* Task requirements:
Without changing anything, copy out each entry.
***
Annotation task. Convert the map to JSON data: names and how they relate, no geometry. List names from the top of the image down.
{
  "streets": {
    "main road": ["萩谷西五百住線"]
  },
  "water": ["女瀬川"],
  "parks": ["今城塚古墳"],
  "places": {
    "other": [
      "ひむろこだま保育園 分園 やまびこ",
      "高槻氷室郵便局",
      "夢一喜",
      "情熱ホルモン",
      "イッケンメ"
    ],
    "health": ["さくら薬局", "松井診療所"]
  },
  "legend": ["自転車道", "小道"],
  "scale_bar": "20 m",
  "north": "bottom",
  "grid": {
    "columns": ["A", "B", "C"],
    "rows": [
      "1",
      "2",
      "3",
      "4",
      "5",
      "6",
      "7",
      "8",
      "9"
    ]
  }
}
***
* Exercise result:
Annotation task. Convert the map to JSON data: names and how they relate, no geometry. List names from the top of the image down.
{
  "streets": {
    "main road": ["萩谷西五百住線"]
  },
  "water": ["女瀬川"],
  "parks": ["今城塚古墳"],
  "places": {
    "other": [
      "ひむろこだま保育園 分園 やまびこ",
      "高槻氷室郵便局",
      "夢一喜",
      "情熱ホルモン",
      "イッケンメ"
    ],
    "health": ["さくら薬局", "松井診療所"]
  },
  "legend": ["自転車道", "小道"],
  "scale_bar": "20 m",
  "north": "bottom",
  "grid": {
    "columns": ["A", "B", "C"],
    "rows": [
      "1",
      "2",
      "3",
      "4",
      "5",
      "6",
      "7",
      "8",
      "9"
    ]
  }
}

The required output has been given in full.